E Sassi, secondo lei, perché l’ha fatto?
“Non lo so. Forse perché, come ha detto, crede nelle mie potenzialità. Ha raggiunto l’obiettivo del Giro d’Italia con Basso e vuole raggiungerne un altro con me. Io farò il massimo per ricambiare questa fiducia e regalargli belle soddisfazioni. Il prossimo anno sembra che la mia squadra (l’olandese Vacansoleil; ndr) farà le corse più importanti. Voglio lasciare il segno”.

E’ cambiato in questi due anni?
“Mi è nato un bambino, sono diventato papà e ne ho passate abbastanza. Ho dimostrato di avere un carattere forte, ma ci sono stati momenti molto difficili anche per me. Ora ho girato pagina, ho ricominciato nel modo giusto e spero di tornare ai miei livelli”.

Aldo Sassi e Riccardo Riccò. Bettini
Aldo Sassi e Riccardo Riccò. Bettini

Sposare la filosofia di Sassi è impegnativo.
“Lo so. Se sono qui è perché ho deciso di adottare questa filosofia, sennò non sarei venuto”.

Il Giro 2011, quanto ci crede?
“Ci spero, ma ormai non mi fido più. L’esperienza di quest’anno è bastata. Però la frase che Zomegnan ha detto su di me è stata bella”.

Con Sassi si allenano Basso, Evans, Cunego e molti altri. La concorrenza è uno stimolo?
“Ho sempre guardato solo a me stesso. Loro sono arrivati al Centro Mapei prima di me. Non porto invidie. Se mi batteranno, gli farò i complimenti”.

Sempre convinto di essere il numero uno?
“Penso che nel ciclismo la testa faccia molto, e se uno è convinto è già avanti un trenta per cento rispetto agli altri. Quest’anno, dove ho corso, ho dimostrato ancora di essere tra i più forti in salita, se non il più forte”.

Basso è un rivale?
“Durante la squalifica è stato l’unico dei miei colleghi che si è fatto vivo con messaggi e qualche telefonata. L’ho apprezzato. Rivali? Quando io sono esploso, lui non correva. Quest’anno lui c’era, ma io non ho fatto il Giro. Non ci siamo mai incontrati”.

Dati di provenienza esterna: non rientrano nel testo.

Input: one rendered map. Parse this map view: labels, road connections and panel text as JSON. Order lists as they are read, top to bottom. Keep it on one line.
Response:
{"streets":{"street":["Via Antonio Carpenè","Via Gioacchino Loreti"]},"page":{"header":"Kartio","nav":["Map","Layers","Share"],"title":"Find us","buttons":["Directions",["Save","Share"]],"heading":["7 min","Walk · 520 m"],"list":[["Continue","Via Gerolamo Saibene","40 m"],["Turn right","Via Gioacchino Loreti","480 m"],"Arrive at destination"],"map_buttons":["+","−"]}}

“Nibali, in Italia, ha dimostrato di essere migliorato tantissimo. Tra i giovani è lui il faro per le grandi corse. Quest’anno speriamo al Giro di incontrarci e di fare spettacolo per il pubblico”

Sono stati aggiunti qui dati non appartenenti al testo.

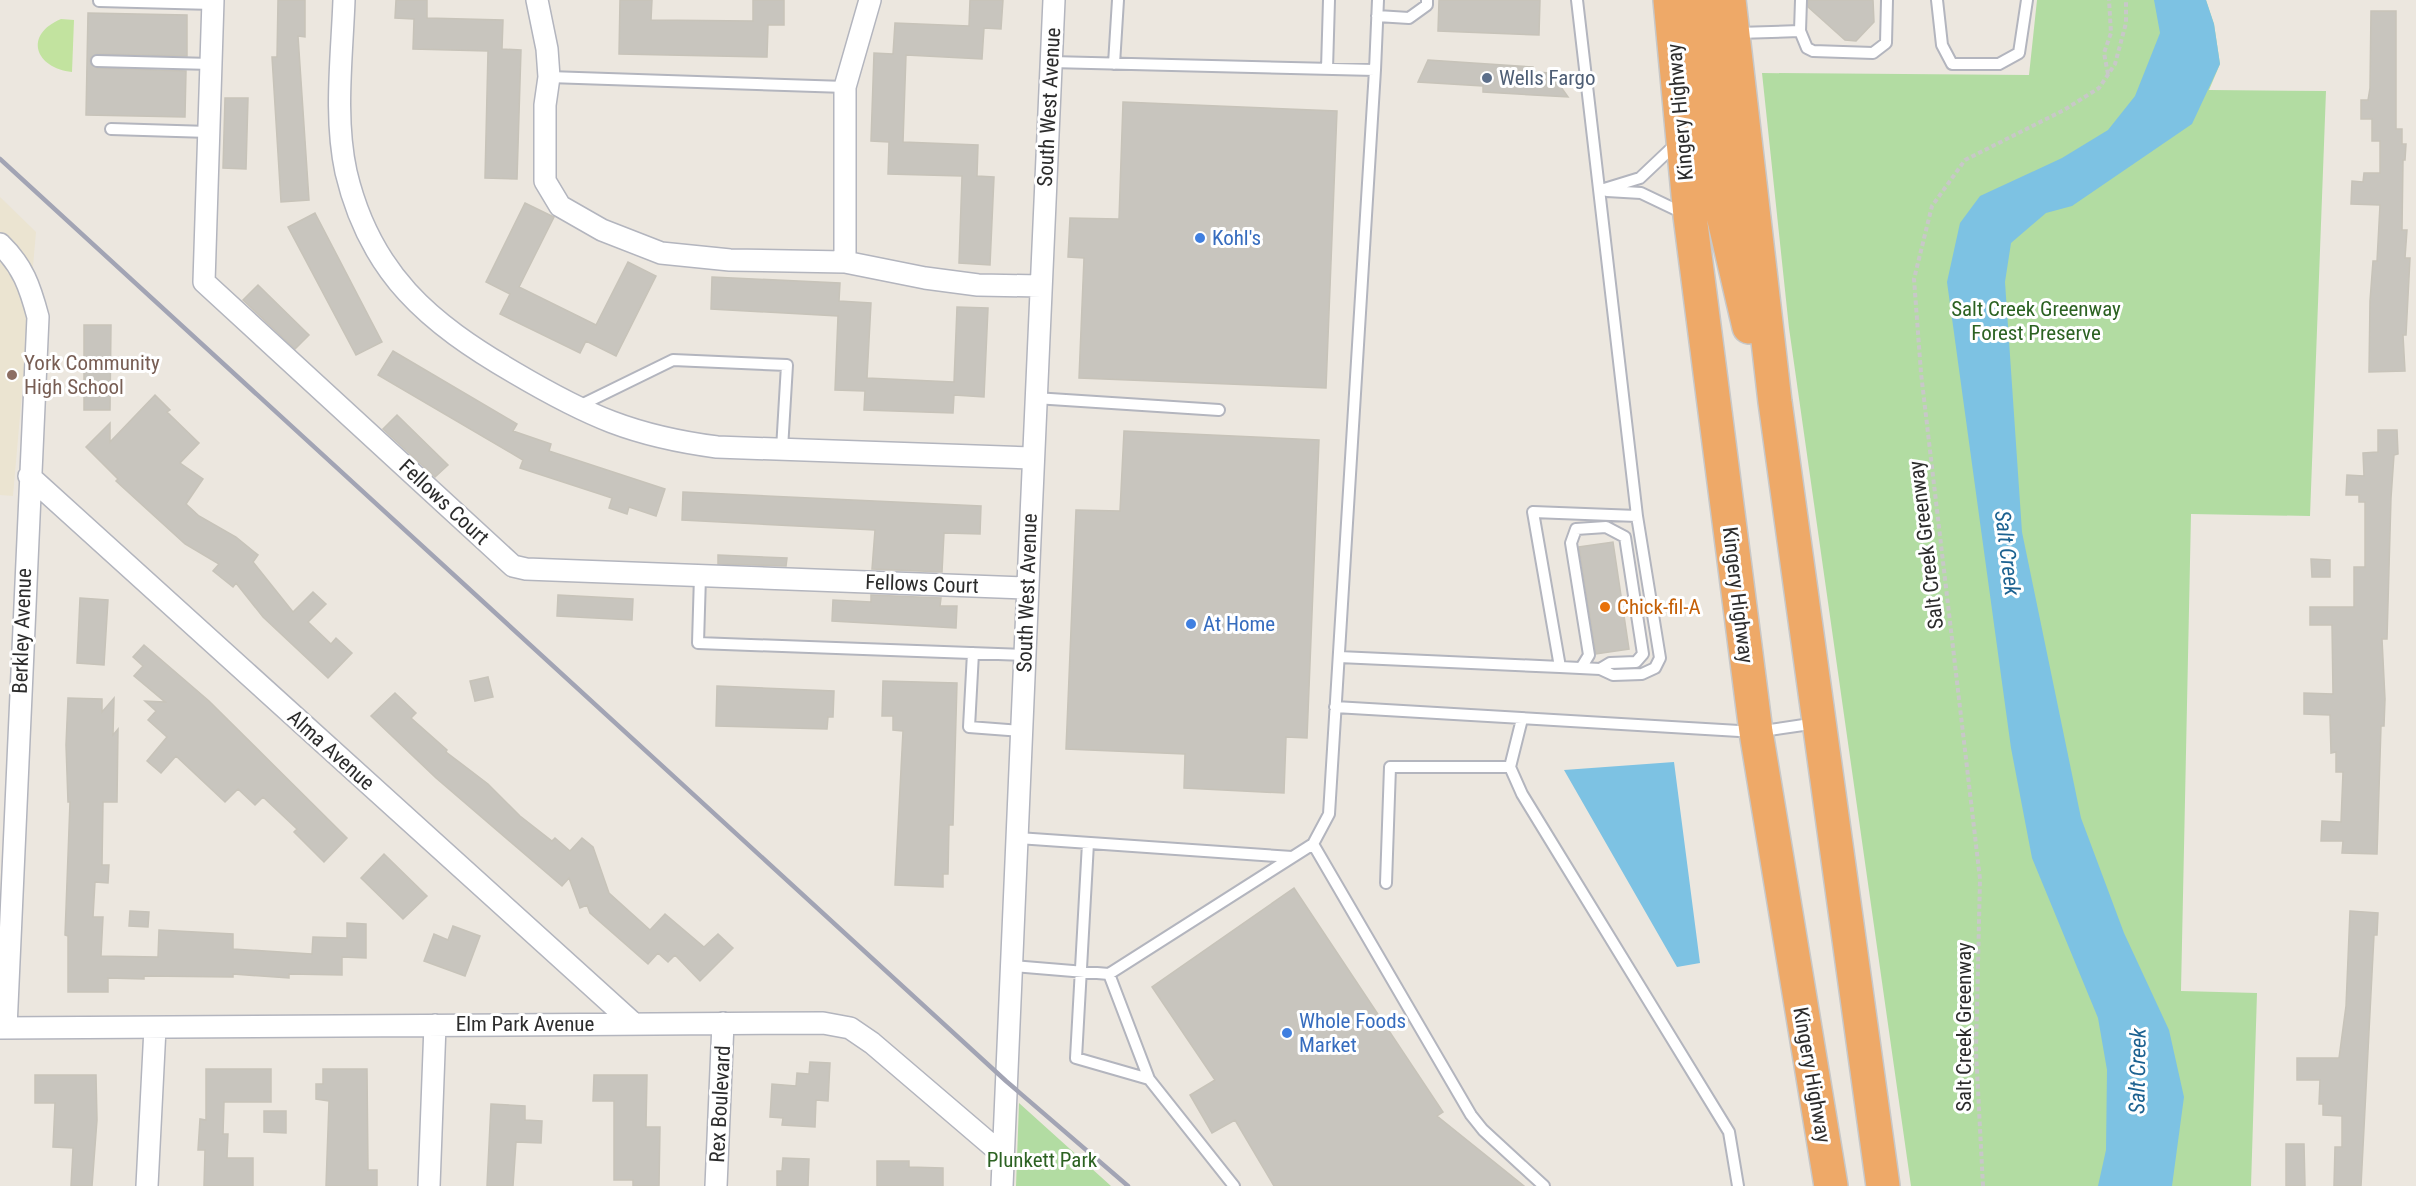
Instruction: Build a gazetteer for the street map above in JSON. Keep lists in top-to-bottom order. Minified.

Chi è il punto di riferimento attuale?
“Nibali, in Italia, ha dimostrato di essere migliorato tantissimo. Tra i giovani è lui il faro per le grandi corse. Quest’anno speriamo al Giro di incontrarci e di fare spettacolo per il pubblico”.

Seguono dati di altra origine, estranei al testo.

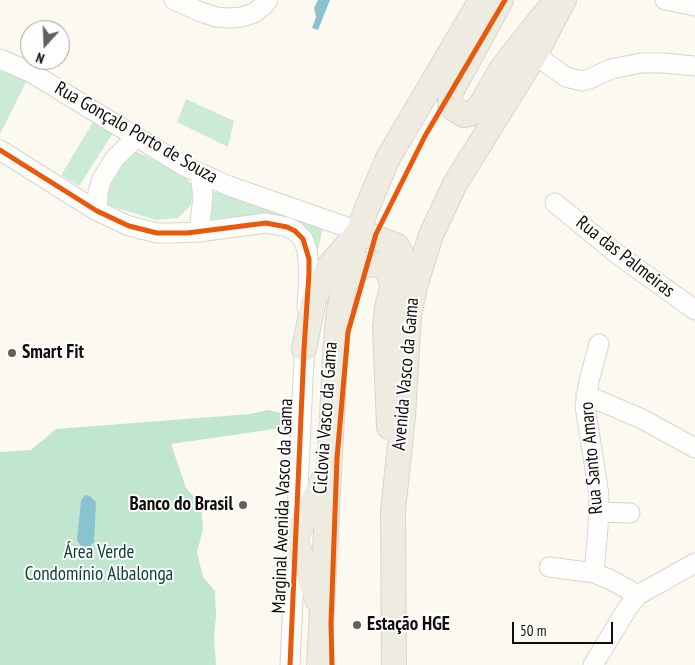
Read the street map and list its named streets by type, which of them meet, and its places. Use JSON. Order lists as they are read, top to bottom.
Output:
{
  "streets": {
    "main road": ["Avenida Vasco da Gama"],
    "street": [
      "Rua Gonçalo Porto de Souza",
      "Rua das Palmeiras",
      "Rua Santo Amaro",
      "Marginal Avenida Vasco da Gama"
    ],
    "cycle path": ["Ciclovia Vasco da Gama"]
  },
  "crossings": [
    ["Rua Gonçalo Porto de Souza", "Marginal Avenida Vasco da Gama"]
  ],
  "parks": ["Área Verde Condomínio Albalonga"],
  "places": ["Smart Fit", "Banco do Brasil", "Estação HGE"],
  "scale_bar": "50 m",
  "north": "bottom"
}
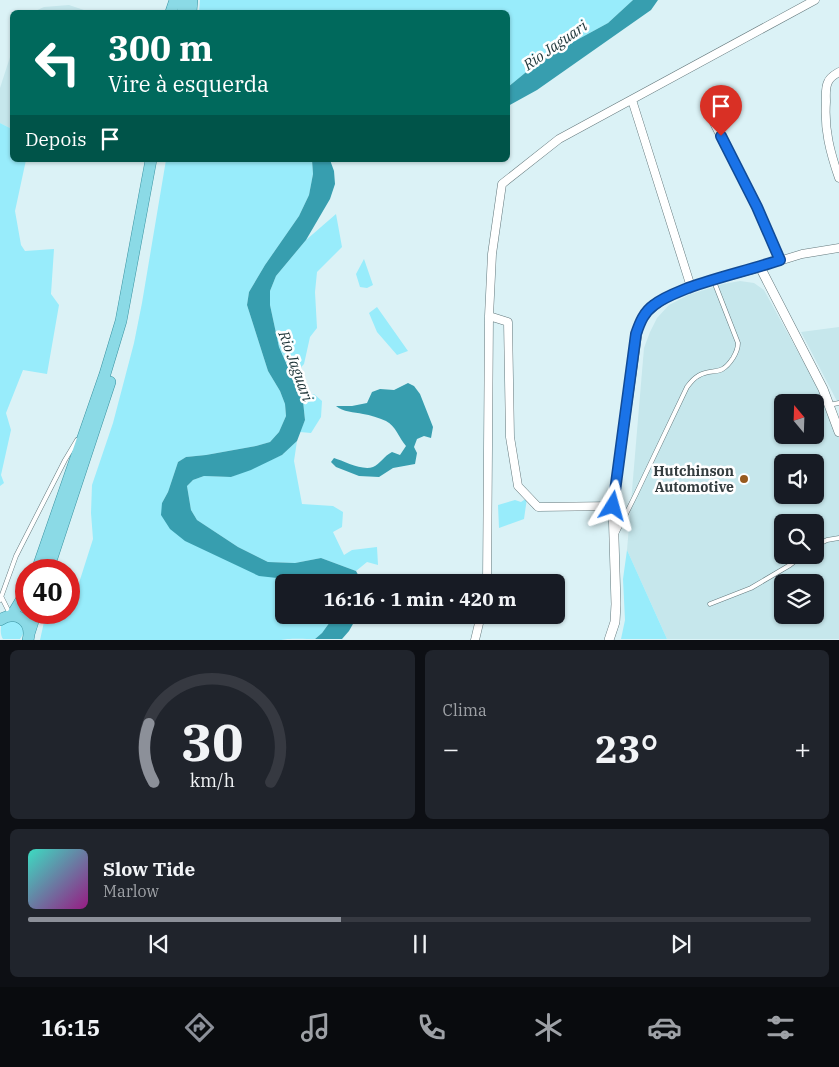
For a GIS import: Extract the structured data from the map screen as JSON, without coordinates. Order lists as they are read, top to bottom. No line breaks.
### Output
{"water":["Rio Jaguari"],"places":["Hutchinson Automotive"],"north":"top","page":{"turn":["300 m","Vire à esquerda"],"then":"Depois","limit":"40","trip":"16:16 · 1 min · 420 m","tile":"Clima","heat":["−","23°","+"],"song":["Slow Tide","Marlow"],"tabs":"16:15","gauge":["30","km/h"]}}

Ricorda quando lo snobbava un po’?
“Siamo stati rivali fin da dilettanti. Lui una corsa a tappe (la Vuelta; ndr) l’ha già vinta, è in vantaggio. L’anno prossimo sarà una bella battaglia. Sicuramente parto per vincere, non per lasciarlo vincere. Nel 2008 avrei detto diversamente, ma adesso è molto più dura batterlo. I risultati parlano chiaro. E io sono realista”.